About this exercise »
Select the lines below containing the word "they".

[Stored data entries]
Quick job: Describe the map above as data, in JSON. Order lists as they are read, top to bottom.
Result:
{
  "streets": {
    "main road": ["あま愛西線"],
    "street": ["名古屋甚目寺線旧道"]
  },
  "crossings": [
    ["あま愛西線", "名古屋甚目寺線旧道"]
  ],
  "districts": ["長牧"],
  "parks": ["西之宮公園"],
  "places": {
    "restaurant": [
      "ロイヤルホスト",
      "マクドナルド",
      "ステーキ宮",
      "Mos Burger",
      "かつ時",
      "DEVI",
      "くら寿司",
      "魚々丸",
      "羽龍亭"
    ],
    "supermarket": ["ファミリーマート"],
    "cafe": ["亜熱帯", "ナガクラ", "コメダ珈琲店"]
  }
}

* * *

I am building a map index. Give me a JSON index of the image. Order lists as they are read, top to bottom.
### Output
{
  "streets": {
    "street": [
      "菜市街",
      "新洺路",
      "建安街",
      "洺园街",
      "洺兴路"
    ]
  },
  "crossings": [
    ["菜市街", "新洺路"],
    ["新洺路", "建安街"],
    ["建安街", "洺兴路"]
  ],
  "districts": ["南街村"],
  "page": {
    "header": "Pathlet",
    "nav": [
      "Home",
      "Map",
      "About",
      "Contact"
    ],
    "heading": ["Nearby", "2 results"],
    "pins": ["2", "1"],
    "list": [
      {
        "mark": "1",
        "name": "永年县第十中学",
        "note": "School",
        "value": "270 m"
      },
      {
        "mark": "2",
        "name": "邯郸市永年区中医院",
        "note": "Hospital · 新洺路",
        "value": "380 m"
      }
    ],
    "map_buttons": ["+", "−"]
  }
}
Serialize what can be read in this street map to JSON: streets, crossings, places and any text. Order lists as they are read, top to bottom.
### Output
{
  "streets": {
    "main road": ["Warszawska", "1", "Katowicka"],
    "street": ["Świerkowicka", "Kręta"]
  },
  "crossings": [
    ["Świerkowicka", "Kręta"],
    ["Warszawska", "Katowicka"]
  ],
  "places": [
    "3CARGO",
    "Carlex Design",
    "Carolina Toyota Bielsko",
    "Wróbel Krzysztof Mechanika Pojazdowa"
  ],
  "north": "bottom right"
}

Response to this exercise »
Quick job: Describe the map above as data, in JSON. Order lists as they are read, top to bottom.
I am building a map index. Give me a JSON index of the image. Order lists as they are read, top to bottom.
Serialize what can be read in this street map to JSON: streets, crossings, places and any text. Order lists as they are read, top to bottom.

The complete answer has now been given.